# GOAL OF THE EXERCISE:
Identify each line below that contains the word "left", and copy it out.

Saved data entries
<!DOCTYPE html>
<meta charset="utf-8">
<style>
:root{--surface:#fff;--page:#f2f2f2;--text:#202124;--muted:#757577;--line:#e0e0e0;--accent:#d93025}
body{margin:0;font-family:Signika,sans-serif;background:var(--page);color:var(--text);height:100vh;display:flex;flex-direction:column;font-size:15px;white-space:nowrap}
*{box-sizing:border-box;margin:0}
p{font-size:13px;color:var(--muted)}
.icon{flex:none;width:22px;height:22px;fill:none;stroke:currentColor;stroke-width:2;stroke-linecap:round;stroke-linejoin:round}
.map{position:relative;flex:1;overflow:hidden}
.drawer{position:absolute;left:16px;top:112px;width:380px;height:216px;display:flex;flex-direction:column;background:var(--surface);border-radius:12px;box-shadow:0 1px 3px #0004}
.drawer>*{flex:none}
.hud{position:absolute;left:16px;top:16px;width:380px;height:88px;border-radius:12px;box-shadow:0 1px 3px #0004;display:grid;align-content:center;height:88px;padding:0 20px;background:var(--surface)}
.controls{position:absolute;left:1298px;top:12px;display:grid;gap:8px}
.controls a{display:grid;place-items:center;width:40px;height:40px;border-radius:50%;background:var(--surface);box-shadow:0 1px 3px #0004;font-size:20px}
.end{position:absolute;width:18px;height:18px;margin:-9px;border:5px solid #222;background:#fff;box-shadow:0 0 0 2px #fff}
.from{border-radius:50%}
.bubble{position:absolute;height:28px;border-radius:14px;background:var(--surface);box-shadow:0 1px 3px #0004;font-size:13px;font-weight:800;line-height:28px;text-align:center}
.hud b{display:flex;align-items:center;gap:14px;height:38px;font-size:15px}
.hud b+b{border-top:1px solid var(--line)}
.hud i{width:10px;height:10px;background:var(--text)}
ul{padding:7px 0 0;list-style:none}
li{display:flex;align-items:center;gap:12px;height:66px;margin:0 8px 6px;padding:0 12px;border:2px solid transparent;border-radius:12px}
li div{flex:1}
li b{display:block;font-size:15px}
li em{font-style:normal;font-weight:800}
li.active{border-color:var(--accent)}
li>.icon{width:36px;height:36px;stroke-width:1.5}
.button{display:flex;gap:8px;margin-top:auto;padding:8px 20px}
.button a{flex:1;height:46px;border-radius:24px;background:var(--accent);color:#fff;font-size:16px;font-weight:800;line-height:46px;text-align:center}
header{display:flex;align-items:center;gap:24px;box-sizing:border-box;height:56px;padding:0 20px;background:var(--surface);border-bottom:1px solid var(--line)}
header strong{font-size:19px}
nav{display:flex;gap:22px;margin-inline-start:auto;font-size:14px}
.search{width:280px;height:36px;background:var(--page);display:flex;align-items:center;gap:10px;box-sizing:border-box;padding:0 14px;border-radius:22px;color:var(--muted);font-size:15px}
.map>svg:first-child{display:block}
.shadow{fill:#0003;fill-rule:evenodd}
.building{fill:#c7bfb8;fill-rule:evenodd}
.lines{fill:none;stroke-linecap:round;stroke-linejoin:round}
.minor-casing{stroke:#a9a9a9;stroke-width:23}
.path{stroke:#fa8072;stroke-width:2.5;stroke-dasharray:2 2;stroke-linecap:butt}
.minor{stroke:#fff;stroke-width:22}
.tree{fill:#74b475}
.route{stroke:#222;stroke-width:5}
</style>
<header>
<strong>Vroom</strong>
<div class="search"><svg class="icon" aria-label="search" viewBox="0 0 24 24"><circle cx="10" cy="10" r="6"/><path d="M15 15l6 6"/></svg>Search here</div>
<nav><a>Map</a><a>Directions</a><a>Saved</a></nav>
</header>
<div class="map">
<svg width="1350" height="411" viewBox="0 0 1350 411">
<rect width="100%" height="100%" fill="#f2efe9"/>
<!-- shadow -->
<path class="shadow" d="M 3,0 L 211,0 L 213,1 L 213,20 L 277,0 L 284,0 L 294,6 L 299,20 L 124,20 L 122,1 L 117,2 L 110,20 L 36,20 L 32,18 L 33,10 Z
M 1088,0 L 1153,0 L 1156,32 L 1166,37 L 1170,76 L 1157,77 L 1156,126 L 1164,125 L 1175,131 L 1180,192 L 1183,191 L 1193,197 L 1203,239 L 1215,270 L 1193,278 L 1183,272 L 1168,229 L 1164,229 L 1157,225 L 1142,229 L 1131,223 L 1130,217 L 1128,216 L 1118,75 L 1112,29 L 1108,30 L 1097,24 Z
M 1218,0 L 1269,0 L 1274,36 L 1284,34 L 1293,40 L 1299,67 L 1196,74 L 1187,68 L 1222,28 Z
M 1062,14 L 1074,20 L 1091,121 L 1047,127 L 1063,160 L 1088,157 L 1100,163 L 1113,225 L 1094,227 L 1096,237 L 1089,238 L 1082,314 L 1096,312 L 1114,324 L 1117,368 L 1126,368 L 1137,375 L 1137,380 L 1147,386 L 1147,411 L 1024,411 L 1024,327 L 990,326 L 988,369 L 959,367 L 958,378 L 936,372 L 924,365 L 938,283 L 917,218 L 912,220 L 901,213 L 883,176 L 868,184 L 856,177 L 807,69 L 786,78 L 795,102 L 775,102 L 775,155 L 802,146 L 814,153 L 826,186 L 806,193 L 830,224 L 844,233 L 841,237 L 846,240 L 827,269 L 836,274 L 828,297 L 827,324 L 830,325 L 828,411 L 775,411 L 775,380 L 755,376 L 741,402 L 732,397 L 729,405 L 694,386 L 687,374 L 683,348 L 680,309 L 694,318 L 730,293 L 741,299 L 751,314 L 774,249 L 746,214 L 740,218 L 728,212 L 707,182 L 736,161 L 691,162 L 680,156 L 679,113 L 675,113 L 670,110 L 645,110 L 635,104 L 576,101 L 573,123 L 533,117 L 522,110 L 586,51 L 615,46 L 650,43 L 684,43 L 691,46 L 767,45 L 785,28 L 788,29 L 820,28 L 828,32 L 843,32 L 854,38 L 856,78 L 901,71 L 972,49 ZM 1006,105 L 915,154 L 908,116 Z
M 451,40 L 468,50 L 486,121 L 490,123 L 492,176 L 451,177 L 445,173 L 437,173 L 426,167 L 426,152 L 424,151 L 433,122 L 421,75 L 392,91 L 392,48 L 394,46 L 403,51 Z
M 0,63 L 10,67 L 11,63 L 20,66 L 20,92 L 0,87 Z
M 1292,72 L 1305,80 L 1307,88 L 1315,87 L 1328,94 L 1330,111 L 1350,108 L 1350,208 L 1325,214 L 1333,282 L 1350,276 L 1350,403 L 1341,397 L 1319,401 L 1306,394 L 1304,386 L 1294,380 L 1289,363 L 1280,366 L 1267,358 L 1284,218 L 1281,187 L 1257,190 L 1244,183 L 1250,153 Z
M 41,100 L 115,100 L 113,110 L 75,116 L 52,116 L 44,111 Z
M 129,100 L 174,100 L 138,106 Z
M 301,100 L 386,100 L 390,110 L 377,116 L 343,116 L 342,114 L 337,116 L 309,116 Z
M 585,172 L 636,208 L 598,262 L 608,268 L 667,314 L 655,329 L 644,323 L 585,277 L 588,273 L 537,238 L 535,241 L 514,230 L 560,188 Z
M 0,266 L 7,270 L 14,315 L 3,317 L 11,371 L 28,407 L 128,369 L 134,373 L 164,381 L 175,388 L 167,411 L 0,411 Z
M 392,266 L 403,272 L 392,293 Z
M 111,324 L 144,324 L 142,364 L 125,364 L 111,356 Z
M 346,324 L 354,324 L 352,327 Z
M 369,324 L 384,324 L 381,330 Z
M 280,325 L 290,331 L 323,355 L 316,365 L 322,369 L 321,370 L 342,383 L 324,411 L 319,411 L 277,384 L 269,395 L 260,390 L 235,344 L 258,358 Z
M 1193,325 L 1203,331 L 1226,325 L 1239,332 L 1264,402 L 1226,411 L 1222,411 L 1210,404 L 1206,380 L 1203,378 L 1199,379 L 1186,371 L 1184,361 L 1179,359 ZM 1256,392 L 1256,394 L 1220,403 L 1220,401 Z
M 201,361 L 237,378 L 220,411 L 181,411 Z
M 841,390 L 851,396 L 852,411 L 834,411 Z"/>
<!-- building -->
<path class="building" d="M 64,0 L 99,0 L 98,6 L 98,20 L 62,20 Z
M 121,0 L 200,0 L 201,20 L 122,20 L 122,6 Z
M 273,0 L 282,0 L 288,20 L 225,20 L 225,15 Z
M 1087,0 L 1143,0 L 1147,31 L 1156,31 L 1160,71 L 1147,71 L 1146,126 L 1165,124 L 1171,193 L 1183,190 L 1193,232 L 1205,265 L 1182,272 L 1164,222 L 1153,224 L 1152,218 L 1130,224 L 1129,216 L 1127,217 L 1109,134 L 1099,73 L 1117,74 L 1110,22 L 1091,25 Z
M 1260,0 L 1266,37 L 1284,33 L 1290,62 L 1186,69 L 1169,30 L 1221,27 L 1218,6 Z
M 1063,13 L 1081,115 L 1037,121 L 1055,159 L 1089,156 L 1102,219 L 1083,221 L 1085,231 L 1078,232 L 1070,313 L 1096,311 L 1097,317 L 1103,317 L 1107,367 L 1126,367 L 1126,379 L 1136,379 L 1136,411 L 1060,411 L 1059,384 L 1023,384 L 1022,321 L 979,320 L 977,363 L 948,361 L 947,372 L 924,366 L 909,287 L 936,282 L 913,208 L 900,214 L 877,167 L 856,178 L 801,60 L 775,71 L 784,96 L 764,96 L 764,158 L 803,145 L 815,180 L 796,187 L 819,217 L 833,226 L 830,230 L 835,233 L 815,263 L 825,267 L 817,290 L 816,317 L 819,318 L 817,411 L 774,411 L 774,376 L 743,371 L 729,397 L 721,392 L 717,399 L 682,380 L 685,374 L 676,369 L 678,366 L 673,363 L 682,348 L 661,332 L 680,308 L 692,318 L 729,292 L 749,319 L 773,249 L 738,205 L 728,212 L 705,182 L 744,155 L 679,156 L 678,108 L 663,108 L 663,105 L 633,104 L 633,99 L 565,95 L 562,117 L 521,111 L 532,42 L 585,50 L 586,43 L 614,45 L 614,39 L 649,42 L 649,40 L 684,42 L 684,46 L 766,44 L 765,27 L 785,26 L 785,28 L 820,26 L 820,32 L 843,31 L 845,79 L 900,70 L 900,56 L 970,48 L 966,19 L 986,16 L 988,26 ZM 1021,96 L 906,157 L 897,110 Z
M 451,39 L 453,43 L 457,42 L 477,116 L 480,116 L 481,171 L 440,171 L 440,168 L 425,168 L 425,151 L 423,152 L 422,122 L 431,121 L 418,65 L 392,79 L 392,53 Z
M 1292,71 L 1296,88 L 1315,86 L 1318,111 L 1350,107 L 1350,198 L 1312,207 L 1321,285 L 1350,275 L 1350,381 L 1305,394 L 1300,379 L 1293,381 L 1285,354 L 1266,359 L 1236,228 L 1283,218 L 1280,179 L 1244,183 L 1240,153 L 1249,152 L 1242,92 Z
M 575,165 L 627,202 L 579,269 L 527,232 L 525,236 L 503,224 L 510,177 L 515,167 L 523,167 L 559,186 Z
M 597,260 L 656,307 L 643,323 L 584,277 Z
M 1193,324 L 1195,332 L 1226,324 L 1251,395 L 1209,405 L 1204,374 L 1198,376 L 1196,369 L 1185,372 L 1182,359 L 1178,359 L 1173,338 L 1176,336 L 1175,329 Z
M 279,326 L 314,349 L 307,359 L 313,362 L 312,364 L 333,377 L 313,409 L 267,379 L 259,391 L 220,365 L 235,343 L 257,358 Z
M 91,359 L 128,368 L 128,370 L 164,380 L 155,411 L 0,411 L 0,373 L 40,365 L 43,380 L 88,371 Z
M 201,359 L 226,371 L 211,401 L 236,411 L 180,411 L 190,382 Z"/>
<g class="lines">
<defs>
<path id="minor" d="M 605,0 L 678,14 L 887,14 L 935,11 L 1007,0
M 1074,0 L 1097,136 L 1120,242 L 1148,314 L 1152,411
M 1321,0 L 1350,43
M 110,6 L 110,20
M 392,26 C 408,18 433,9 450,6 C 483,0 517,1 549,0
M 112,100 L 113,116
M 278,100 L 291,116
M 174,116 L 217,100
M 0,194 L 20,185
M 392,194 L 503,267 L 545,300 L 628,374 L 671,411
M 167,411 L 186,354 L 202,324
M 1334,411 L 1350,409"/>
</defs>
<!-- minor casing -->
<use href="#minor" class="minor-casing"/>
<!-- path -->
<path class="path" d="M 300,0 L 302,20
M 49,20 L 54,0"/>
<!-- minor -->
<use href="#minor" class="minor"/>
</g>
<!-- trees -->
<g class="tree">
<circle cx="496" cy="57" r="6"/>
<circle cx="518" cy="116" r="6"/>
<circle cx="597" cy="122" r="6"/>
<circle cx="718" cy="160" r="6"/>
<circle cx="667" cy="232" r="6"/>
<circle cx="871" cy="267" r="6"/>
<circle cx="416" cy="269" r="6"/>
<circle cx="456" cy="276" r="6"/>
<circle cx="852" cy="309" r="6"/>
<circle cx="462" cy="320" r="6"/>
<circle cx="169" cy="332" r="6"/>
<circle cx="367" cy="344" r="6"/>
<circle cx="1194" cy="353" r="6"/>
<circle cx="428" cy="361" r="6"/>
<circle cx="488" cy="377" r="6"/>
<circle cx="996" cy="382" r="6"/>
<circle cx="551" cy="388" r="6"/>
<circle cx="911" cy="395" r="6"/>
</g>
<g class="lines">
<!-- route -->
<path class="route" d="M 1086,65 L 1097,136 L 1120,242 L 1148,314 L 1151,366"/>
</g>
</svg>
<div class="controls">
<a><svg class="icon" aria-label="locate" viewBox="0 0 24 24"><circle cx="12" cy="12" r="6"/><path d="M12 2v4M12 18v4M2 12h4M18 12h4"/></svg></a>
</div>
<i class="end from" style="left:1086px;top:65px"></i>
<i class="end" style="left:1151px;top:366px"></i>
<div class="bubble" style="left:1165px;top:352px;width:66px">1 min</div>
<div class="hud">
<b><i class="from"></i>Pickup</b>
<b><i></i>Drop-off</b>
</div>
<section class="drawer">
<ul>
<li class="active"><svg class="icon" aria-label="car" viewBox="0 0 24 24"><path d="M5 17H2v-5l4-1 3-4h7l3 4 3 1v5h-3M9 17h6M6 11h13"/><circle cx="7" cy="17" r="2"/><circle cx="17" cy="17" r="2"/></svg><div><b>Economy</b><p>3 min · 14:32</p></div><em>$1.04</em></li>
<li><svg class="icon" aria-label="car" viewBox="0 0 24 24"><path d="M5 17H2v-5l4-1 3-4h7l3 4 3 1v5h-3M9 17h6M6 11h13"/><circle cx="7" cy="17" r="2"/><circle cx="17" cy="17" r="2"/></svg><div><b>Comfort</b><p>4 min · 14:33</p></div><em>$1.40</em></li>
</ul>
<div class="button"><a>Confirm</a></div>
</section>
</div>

# EXERCISE RESULT:
.drawer{position:absolute;left:16px;top:112px;width:380px;height:216px;display:flex;flex-direction:column;background:var(--surface);border-radius:12px;box-shadow:0 1px 3px #0004}
.hud{position:absolute;left:16px;top:16px;width:380px;height:88px;border-radius:12px;box-shadow:0 1px 3px #0004;display:grid;align-content:center;height:88px;padding:0 20px;background:var(--surface)}
.controls{position:absolute;left:1298px;top:12px;display:grid;gap:8px}
<i class="end from" style="left:1086px;top:65px"></i>
<i class="end" style="left:1151px;top:366px"></i>
<div class="bubble" style="left:1165px;top:352px;width:66px">1 min</div>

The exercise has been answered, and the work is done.